Recently, it seems many people I know just haven't had a break--whether their troubles are their own health, that of a loved one, financial difficulties, grief and loss issues or some combination. Beyond that, there have been a number of devastating events reported on the local, national and international level. Here in New England, it's bitterly cold, which only seems to magnify the pain.
But while I could probably give a million reasons NOT to be happy, I'd actually like to change focus--not to the million reasons to be happy, but to the importance of taking care of yourself when nothing seems to go right.
I know, I know--you've heard it before. It sounds hokey. And the fact of the matter is, I'm no expert on the subject of self-care, self-soothing, etc. You could Google either of those terms and probably get lots more ideas than I will provide. But here's a reminder to do it! Do something nice for YOU. Do something that makes you feel better and be ok with that.
Want ideas from a twisted sister? Fine. These things help me:
· curling up on the couch with my Snuggie and watching something completely mindless
· taking a bath
· playing around with photos on Picnik
· drinking coffee, sometimes even flavored
· looking through/organizing old photos
· finding new blogs, feeds to read
· buying new socks--especially patterned!
Again, find something for YOU. Find something that makes you feel better and schedule it into your day. Make yourself a priority, even if only for 15 minutes. And if you're able to get physical activity, I'd highly recommend it. I was a competitive swimmer for many years and being in the pool improved my mood like nothing else. And even after that, before my body really couldn’t hack it, I felt better after getting out of the house and running. Or walking. Or hobbling.
Also, for those of you with chronic pain or fatigue, I cannot express how important it is to maintain human contact. As hard as it can be, especially on a bad day, to pick up the phone and call a friend or a relative, it can make such a difference. I love spending time with my best friend because it helps me forget about everything else in life for a while and just feel normal. Even if you don't feel like calling anyone you know, make a point to go out in the world. Smile at a stranger. We're all in this mess together.

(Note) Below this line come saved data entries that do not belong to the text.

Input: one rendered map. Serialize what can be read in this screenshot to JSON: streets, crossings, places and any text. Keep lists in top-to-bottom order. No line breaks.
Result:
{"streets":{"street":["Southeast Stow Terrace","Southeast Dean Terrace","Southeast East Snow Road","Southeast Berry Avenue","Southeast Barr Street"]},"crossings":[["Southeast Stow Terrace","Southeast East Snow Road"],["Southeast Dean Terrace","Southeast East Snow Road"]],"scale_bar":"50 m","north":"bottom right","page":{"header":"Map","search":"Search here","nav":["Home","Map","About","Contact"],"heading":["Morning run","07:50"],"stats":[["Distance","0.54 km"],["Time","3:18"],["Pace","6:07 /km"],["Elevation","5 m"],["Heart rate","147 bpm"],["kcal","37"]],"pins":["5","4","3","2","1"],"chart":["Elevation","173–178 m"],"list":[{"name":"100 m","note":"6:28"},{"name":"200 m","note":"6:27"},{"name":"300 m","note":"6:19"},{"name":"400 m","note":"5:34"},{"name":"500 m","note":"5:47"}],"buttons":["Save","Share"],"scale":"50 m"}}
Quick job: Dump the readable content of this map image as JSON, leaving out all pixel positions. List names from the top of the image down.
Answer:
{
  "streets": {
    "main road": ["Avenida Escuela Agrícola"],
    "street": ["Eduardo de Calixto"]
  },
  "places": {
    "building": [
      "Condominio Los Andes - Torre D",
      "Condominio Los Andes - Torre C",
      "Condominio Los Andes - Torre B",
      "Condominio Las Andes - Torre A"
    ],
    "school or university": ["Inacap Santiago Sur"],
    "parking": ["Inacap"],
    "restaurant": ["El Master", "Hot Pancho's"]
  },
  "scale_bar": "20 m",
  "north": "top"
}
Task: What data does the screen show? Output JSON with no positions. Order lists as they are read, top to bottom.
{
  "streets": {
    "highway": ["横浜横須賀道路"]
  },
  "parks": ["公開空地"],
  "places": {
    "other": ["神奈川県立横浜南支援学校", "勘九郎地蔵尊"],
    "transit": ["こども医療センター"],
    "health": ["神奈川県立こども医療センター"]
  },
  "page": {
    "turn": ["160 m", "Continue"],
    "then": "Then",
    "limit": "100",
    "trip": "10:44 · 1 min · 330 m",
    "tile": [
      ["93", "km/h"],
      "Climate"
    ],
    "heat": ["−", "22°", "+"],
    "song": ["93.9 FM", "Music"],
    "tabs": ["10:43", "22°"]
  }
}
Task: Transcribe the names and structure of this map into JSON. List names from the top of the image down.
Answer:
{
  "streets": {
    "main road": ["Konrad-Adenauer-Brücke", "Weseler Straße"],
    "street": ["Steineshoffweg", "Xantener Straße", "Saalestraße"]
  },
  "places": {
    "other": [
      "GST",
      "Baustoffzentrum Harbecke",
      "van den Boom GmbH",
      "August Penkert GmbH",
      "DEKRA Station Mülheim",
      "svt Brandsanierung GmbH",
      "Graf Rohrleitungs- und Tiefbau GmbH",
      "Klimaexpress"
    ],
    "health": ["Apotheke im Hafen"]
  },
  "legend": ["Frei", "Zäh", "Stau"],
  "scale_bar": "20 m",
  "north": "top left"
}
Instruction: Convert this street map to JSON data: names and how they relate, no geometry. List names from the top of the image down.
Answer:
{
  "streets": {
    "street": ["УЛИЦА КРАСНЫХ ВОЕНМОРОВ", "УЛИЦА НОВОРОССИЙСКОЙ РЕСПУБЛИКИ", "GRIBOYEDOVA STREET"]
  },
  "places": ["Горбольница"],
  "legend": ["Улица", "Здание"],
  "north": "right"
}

When people don't seem to understand us or our children or our situation, it hurts. Sometimes it's easier to avoid talking about the difficult topics than it is to confront the people in our lives who mean well but just don't get it. (This sort of gets into that whole, "But you don't look sick..." issue, which I’m also not the authority on.) It takes time. I was diagnosed with EDS 11 years ago and it's still a work in progress. I'd like to believe that people have the best intentions. I know that my own independence (and stubborness, and shame...) is often what forces people to keep their distance. I also know that when people are so upset by a situation (e.g. the death of a child or the illness of a once-strong adult), they react in ways that seem counterintuitive: by shying away rather than embracing, by remaining silent instead of comforting. Humans are odd, imperfect creatures.
So again...if you're struggling right now for any reason, please know that you're not alone. Take care of yourself, allow yourself to be cared for and if the burden is too much ASK FOR HELP. It's ok. It doesn’t make you weak to need someone. It makes you human.
I don’t know why I felt so compelled to write this instead of sleeping, but I really hope that someone reads it at the right time.
Hang in there and keep raising hell!! You’re all in my thoughts.
Cyber-hugs from the non-hugger,
After re-reading, I thought I should also note:
If you [or someone you know] are really at your end and feeling as though you may hurt yourself or someone else, get help NOW. A mental health emergency should be treated like any medical emergency. Call 911, emergency services or get to an ER or mental health emergency service location. Need to talk to someone first? In the US, the National Suicide Prevention Lifeline is 1-800-273-TALK (8255). I'd like to think that life's worth living, despite all the hard stuff, but sometimes it takes a little help to get there.